Lieutenant General Hun Manet, the Deputy Commander-in-Chief of the Royal Cambodian Armed Forces and the commander of the army’s infantry, is to visit the US from April 8 to 12 to attend the Pacific Area Special Operations Conference in Honolulu, Hawaii.
US embassy spokesperson Emily Zeeberg confirmed on Monday that Hun Manet was to participate in a “brief, technical-level, multilateral conference focused on counter-terrorism”.
He was invited in his capacity as Commander of the National Counter-Terrorism Special Forces (NCTSF) as one of approximately 36 commanders of counter-terrorism units from Indo-Pacific nations.
Zeeberg said the US has worked with the Cambodian military for many years on a wide variety of transnational issues, including counter-terrorism, maritime safety, training troops for peacekeeping operations, combating threats to international maritime security and responding to natural disasters and humanitarian crises.

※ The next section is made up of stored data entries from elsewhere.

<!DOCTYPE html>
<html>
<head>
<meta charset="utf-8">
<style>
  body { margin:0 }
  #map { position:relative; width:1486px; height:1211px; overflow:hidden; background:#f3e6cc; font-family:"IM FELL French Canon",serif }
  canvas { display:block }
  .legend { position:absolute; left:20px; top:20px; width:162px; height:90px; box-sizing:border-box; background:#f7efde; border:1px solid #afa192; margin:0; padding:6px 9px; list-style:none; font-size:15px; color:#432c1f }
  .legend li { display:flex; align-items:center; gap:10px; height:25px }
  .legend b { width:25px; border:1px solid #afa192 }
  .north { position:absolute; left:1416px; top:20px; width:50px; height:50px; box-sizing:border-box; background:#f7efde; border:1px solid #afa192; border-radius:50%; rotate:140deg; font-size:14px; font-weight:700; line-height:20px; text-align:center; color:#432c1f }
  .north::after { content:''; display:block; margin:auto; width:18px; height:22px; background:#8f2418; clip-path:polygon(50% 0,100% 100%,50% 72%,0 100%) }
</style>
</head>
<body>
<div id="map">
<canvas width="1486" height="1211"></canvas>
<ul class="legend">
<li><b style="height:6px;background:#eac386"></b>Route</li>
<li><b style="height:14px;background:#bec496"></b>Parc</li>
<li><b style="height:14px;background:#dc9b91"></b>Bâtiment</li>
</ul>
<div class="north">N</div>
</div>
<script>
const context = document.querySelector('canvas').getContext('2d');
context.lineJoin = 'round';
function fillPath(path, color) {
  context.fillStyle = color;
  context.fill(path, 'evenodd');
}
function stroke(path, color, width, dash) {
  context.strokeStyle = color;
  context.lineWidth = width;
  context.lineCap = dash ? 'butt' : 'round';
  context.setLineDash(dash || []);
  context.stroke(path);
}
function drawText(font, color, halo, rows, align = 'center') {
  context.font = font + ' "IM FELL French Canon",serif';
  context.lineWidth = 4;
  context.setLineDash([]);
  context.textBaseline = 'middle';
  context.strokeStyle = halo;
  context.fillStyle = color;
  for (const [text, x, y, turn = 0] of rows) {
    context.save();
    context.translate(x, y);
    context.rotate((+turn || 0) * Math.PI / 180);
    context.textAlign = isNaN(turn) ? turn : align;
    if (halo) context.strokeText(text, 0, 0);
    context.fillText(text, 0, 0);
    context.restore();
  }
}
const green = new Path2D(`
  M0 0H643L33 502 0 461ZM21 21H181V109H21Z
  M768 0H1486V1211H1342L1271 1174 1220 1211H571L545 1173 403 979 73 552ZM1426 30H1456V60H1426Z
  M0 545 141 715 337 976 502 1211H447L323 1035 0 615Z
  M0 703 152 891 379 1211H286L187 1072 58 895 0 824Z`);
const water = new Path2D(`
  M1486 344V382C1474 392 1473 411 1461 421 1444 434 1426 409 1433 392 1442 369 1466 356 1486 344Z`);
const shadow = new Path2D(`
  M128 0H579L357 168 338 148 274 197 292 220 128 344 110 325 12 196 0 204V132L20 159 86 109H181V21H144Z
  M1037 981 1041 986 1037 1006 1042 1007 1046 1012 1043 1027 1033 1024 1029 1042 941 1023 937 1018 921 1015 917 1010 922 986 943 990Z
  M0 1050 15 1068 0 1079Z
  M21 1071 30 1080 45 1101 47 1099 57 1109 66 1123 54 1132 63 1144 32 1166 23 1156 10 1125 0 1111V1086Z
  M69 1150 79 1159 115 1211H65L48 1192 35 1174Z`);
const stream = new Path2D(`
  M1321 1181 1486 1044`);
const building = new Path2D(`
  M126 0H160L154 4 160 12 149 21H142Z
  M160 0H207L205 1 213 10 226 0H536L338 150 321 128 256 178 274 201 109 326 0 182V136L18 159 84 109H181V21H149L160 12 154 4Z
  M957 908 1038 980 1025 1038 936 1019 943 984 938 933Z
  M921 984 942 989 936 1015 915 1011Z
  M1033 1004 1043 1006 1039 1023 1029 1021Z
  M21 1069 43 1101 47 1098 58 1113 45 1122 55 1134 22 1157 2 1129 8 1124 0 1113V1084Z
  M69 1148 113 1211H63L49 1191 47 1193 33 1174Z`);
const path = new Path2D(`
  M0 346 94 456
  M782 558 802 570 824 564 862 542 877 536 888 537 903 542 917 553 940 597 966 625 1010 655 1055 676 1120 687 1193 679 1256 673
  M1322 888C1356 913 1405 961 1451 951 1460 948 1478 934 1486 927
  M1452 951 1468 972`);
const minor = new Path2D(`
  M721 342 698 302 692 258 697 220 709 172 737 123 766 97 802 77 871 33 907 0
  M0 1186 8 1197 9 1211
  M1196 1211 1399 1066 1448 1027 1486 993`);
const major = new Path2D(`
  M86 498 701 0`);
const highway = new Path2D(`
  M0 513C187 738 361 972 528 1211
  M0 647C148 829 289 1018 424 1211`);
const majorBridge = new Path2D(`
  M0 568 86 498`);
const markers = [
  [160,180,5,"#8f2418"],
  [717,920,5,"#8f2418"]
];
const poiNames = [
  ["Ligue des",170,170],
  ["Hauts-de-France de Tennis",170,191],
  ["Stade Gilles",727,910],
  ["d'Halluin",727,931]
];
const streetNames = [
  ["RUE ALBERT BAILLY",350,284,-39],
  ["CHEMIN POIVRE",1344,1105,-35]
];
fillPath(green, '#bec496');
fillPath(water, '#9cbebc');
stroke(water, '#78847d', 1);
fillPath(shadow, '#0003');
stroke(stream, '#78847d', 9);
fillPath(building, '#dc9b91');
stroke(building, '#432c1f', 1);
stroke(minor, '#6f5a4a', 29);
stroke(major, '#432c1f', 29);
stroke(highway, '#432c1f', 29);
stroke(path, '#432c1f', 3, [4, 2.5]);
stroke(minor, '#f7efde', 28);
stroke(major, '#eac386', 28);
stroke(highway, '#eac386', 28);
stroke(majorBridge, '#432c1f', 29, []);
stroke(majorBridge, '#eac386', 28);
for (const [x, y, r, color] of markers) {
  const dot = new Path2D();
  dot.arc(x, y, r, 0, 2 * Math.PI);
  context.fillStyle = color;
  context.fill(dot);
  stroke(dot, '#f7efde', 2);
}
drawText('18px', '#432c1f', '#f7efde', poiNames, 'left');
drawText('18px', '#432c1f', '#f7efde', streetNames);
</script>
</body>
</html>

“The US believes a productive military-to-military relationship can help Cambodia maintain its sovereignty free from coercion, to ensure the country’s peace, prosperity and independence for future generations,” she said.
The invitation letter was from Lieutenant Colonel Matthew Mason, chief of the US Army’s Office of Defence Cooperation, and was published by the Ministry of Information on Monday.
It said the conference’s focus is to “re-energise relationships, make new critical connections and examine the efficiency of individual and collective efforts with the theme Resilience in Sovereignty”.
Ministry of National Defence spokesperson Chhum Socheat confirmed on Monday that Manet had left Cambodia on Sunday night. He said this was his first visit to the US this year, but the second since last year’s national elections.
“We welcome all friends. We are a neutral country. We don’t have any inclination to anyone. If it is convenient, we can participate [in such conferences],” he said.
Southeast Asia expert Carl Thayer of the University of New South Wales said on Monday that the invitation to Manet indicated that despite the marked downturn in Cambodia-US military relations that saw the cancellation of planned exercises in 2017, the US was still committed to developing military relations with Cambodia.
He said this was an important opportunity for Manet to build personal ties with senior US officials as well as relationships with military representatives from across the Indo-Pacific region.
“It is in Cambodia’s interests to engage with the US military where possible in order to avoid near total military dependence on China."
“While not much can be expected in the present circumstances, it would be a lost opportunity for Cambodia if it did not engage in military cooperation with the US where possible, such as in peacekeeping assistance, counter-terrorism, humanitarian assistance and disaster relief, and combating transnational crime, such as cyber warfare,” Thayer said.
However, Zeeberg said the US government was looking forward to enhancing military-to-military cooperation with the Kingdom but only “when the Cambodian government makes substantial progress on strengthening institutions and implementing reforms”.
This, she said, included “dropping all charges against Kem Sokha and allowing civil society and media to operate freely”.
Sokha, who co-founded the Supreme Court-dissolved Cambodia National Rescue Party (CNRP), was arrested in September 2017 and charged with conspiring with a foreign power to oust the government.
His arrest came after a video was spread on social media in which he said he had received US help in his political career. It also led to the dissolution of the CNRP in November that year.
Thayer said the ball was in Cambodia’s court to strengthen military-to-military ties with the US.
But he said the US was heavily constrained by legislation restricting military-to-military cooperation with governments that were perceived to have undermined democracy and violated human rights.
He said the US’ Asia Reassurance Initiative Act of 2018 had expressed serious concerns over the rule of law and civil liberties in the Kingdom and this prohibited any funding that benefited the Cambodian government.